> On Thursday, July 03, 2003 5:23 PM, Neil Graham 
> <[EMAIL PROTECTED]> writes:
> >
> > How does this approach handle things like the schema unique particle
> > attribution or element declarations consistent constraints?  
> > Clearly you
> > could parse schema documents simply using information from the
> > schema-for-schemas, but using that alone, surely it's not 
> possible to
> > handle all conditions imposed on valid schemas by that spec.
> 
> Ah, Neil, you're a man in the trenches with Schema along with me!
> 

My apologies Neil,

Just after hitting "send" I realized I think I answered a
different question than the one that was asked.  Let me try again.

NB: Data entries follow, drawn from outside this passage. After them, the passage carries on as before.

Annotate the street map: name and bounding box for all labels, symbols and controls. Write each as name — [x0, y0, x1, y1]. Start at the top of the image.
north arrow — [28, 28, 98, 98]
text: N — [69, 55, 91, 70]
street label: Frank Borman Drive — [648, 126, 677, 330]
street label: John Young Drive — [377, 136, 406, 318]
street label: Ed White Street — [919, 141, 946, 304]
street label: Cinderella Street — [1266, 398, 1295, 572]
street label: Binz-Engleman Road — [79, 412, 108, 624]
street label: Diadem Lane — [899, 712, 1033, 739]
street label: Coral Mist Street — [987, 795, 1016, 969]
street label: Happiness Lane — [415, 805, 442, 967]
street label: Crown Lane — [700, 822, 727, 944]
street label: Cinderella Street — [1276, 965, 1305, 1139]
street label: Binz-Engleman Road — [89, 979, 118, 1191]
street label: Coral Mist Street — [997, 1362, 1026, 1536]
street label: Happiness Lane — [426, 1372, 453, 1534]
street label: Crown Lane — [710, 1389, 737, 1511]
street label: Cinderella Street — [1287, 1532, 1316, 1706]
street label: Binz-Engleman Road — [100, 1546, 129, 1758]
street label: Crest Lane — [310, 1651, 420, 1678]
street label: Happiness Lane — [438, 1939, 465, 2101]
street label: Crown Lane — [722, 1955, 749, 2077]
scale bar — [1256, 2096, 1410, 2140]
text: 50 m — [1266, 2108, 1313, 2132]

We have three layers the compiler handles.  Basically the compiler's
job is to go from (1) -> (2) -> (3).

(1) Schema syntax
(2) Schema type system in-memory
(3) Schema metadata binary persistence format

Layer (1) is handled by schema-for-schema as described in the
previous mail.

Layer (2) is where we do type resolution and verify all the
semantic rules of schema that are not imposed by s4s for
example particle valid (restriction) and element consistency
and actually many many many other rules.

I think layer (2) is the answer to your question.  Layer (2)
catches the valid-schema errors that are not syntactic-validation
issues.  Building layer (2) is the core of the compiler.

Once we pass layer (2) then we have a fully valid schema
type system and can persist it as layer (3).

Layer (3) can be loaded directly at runtime for high-speed
schema validation.  [basically it reconstructs (2) on-demand.]
Or at runtime if you choose to build the schema types via
layer (1)  and (2) you can do that too.